Sue Swayze, legislative director for Indiana Right to Life, said that with Monday’s reduction in services, Planned Parenthood has “made it clear what their priority is.”
I will debate tax policy in a cordial manner.
I will discuss national security measures with a calm demeanor.
I can almost never carry on a mild-mannered conversation with individuals who wants to wipe out Planned Parenthood’s funding.
Sue Swayze is having a good week. Planned Parenthood of Indiana ran out of private donation funds Monday, as the provider deals with Indiana’s House Enrolled Act No. 1210, which eliminates Planned Parenthood’s public funding. The law went into effect May 10.
Their Indiana locations have now stopped serving Medicaid patients and may soon close eight of their 28 centers.

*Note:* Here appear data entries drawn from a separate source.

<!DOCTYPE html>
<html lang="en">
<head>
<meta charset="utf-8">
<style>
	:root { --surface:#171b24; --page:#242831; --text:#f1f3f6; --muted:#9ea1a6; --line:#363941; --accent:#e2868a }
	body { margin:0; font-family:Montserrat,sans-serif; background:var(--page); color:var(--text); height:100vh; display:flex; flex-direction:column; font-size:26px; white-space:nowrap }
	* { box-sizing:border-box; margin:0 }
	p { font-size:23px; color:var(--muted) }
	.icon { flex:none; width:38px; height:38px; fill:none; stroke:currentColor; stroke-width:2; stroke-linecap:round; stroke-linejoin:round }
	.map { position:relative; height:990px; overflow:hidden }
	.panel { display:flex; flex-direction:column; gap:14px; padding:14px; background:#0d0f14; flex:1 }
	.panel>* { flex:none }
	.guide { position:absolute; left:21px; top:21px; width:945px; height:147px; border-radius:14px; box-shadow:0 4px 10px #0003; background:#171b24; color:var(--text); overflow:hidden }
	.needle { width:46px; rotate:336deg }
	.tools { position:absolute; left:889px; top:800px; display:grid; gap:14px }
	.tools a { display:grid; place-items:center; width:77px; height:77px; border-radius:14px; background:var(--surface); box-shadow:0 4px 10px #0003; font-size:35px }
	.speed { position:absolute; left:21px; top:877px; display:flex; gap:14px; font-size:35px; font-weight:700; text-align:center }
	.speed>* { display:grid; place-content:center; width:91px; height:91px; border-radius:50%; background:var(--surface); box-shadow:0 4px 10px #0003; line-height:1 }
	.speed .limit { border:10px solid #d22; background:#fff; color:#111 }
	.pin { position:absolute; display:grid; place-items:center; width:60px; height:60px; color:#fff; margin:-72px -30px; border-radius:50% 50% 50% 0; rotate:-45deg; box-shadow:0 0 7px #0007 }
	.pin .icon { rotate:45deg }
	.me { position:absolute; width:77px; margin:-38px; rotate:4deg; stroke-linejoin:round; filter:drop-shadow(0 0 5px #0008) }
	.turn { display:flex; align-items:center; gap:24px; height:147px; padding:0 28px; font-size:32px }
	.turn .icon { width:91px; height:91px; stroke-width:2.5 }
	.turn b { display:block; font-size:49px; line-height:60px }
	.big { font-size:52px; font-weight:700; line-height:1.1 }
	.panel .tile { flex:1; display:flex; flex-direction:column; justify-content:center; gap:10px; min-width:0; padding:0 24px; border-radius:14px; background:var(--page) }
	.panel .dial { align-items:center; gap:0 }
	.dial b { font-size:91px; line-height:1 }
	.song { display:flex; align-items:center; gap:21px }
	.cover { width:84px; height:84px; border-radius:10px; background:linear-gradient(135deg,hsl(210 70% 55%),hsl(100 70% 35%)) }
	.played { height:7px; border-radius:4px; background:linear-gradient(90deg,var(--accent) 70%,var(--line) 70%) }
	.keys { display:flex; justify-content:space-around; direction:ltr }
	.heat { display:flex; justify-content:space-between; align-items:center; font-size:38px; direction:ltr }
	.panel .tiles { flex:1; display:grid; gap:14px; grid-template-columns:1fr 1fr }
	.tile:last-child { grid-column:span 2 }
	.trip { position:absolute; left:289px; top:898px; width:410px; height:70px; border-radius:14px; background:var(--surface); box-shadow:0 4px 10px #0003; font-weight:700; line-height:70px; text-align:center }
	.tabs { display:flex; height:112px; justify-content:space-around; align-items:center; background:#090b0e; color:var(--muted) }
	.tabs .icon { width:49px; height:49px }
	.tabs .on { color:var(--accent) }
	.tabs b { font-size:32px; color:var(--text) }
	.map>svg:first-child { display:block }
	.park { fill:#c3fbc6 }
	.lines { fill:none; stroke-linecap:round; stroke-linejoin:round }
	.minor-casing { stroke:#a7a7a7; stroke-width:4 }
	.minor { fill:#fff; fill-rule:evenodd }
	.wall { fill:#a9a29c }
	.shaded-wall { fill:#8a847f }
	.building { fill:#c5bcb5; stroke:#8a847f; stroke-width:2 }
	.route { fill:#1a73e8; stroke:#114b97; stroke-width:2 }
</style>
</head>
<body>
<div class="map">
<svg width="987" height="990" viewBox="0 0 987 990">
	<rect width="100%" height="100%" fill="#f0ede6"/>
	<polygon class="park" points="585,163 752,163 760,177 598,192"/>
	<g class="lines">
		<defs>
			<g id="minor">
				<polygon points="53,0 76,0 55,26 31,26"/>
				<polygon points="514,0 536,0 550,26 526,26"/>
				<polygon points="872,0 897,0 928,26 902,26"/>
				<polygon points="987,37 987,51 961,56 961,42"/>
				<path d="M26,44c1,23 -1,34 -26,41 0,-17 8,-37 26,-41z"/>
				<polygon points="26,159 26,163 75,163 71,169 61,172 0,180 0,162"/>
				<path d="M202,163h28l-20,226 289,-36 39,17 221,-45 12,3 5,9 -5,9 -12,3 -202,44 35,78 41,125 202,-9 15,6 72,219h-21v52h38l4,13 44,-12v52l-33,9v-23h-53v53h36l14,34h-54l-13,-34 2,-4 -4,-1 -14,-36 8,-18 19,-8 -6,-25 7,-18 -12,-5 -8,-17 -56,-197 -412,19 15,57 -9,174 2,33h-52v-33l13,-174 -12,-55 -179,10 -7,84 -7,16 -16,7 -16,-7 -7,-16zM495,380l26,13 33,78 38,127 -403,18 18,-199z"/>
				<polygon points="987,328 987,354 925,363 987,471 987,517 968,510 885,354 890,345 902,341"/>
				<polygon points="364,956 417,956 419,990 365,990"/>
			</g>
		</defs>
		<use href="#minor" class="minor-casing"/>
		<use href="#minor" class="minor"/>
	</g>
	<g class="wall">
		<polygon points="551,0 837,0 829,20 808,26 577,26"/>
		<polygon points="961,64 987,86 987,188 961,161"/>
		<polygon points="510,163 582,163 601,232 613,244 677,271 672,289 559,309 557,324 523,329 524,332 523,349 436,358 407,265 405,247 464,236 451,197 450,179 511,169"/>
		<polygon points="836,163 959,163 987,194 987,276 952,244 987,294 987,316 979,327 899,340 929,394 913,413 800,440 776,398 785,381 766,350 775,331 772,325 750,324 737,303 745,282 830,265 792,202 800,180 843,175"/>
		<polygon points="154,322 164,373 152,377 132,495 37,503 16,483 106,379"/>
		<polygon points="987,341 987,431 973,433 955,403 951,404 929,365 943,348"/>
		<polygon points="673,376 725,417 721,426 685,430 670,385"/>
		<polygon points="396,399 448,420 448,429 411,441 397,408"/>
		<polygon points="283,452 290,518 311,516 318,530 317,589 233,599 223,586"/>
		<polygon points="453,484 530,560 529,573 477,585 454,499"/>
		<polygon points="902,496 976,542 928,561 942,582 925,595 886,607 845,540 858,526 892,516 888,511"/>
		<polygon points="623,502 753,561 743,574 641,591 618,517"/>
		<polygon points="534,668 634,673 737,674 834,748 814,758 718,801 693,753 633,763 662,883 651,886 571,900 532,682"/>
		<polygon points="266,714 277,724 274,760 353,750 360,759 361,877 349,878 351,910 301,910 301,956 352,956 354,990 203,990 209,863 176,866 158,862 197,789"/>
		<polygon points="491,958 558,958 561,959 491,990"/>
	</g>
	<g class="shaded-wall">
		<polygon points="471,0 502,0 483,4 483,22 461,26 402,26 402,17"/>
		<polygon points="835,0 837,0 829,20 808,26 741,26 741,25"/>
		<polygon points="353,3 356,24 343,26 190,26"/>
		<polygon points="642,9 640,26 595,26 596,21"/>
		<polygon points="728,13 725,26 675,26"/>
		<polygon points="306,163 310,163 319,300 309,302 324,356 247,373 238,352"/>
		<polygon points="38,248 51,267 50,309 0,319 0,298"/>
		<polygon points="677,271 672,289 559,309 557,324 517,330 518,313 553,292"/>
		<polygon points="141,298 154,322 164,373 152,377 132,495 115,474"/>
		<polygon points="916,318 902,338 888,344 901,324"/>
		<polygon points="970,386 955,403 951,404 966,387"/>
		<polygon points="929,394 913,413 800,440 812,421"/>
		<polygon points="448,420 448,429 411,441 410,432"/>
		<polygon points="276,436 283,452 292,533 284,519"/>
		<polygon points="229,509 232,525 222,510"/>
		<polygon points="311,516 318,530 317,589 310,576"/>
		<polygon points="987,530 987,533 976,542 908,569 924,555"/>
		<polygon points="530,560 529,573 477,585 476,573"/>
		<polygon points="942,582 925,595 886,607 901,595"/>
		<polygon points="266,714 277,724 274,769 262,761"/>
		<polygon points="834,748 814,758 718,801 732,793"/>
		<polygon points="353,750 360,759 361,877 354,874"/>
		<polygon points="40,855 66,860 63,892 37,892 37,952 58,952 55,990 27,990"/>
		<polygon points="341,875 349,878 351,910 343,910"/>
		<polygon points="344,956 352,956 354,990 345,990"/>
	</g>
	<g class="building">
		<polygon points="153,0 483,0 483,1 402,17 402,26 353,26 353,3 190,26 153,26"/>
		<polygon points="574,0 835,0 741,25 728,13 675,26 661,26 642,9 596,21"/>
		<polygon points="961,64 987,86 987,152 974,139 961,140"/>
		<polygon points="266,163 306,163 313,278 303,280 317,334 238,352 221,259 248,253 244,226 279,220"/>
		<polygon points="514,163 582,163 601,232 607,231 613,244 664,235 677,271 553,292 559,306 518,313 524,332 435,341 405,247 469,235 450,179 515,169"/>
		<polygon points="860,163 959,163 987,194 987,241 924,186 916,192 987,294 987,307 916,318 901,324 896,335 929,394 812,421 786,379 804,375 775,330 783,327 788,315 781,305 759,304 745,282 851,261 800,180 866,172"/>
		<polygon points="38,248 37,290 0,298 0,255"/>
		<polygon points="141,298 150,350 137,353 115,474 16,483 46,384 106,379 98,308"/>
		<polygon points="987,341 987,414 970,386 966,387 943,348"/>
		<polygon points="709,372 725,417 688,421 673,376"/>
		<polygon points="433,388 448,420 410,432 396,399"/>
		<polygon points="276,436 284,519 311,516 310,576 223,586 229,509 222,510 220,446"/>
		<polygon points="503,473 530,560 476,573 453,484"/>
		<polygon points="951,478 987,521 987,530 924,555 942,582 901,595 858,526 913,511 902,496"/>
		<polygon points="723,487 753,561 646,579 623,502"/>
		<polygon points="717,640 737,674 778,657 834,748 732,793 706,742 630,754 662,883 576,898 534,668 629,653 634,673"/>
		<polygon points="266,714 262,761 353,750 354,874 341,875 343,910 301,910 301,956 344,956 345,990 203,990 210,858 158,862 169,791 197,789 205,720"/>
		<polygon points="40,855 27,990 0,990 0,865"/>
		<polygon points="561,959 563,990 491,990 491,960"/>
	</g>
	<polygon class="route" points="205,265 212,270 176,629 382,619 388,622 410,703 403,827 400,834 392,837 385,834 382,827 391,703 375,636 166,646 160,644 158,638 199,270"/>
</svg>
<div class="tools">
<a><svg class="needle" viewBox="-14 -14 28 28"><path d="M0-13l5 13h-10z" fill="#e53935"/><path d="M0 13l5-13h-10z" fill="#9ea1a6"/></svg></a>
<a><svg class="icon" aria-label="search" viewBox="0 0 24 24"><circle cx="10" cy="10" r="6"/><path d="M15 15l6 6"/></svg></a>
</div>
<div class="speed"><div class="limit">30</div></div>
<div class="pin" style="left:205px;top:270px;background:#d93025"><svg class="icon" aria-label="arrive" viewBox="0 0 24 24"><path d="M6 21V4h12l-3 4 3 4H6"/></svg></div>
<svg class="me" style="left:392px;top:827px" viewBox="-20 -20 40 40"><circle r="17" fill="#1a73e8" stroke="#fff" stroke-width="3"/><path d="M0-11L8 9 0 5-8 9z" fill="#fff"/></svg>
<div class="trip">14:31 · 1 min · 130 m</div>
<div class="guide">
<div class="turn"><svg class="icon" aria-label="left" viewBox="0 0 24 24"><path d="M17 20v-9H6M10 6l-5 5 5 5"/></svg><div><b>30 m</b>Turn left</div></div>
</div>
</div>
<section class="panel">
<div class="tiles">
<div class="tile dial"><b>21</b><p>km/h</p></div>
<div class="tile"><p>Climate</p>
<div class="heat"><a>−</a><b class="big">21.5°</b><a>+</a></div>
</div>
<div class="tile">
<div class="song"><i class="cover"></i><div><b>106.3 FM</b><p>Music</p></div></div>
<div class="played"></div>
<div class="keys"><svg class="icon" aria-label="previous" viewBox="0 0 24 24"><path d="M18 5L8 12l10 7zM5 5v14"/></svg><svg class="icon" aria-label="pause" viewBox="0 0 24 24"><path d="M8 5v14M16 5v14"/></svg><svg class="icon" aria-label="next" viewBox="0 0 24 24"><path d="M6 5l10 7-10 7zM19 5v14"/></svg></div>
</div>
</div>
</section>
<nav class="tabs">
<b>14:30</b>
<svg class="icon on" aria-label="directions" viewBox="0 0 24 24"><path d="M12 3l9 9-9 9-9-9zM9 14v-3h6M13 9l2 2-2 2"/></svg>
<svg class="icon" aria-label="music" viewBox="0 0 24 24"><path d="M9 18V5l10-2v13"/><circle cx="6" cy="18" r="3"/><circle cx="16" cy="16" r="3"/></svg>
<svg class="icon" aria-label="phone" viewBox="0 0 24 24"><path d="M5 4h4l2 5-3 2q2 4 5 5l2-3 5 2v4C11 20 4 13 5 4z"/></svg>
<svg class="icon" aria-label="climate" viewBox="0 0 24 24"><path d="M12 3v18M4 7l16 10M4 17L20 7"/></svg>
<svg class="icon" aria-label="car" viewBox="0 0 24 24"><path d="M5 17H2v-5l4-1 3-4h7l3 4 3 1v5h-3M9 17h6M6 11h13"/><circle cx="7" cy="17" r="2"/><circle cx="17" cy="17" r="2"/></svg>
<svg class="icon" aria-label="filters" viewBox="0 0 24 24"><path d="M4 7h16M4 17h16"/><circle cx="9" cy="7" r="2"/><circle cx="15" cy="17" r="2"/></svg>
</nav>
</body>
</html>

Planned Parenthood of Indiana has also laid off two of their three STD specialists:
The provider typically receives about $1.3 million a year in Medicaid funds, about 10 percent of its total budget. The new law also strips Planned Parenthood of roughly $150,000 in funding for prevention of sexually transmitted diseases, money that paid for three intervention specialists — health workers who track down the partners of someone who tests positive for an STD and ensure they are tested and treated.
In the drawn-out moral battle over Planned Parenthood funding, the focus seems to always land on the three percent:
Planned Parenthood uses patient fees and private donations to pay for abortions and uses its Medicaid payments to provide services such as birth control, cancer screening and STD tests. But under the new law, offering abortion services makes Planned Parenthood ineligible for Medicaid and STD prevention funding. [Indy Star, h/t The Week]
The anti-abortion crowd continues to assemble their rallying cries over this three percent, while widely ignoring the fact that Planned Parenthood offers an array of essential health services beyond abortion procedures:
- Cancer screenings (including pap tests, HPV vaccinations, breast exams, colposcopy procedures, etc.)
- STI testing and treatment
- Contraceptives (including condoms, birth control, emergency contraception, tubal sterilization, vasectomies, etc.)
- Pregnancy tests
- Prenatal health services
- Midlife health services
- Family practice services
In Indiana, across many state legislatures, and on the Hill, this fight against that three percent is undoubtedly a fight against the other 97 percent. And don’t let the Jon Kyls of the world mix up those numbers.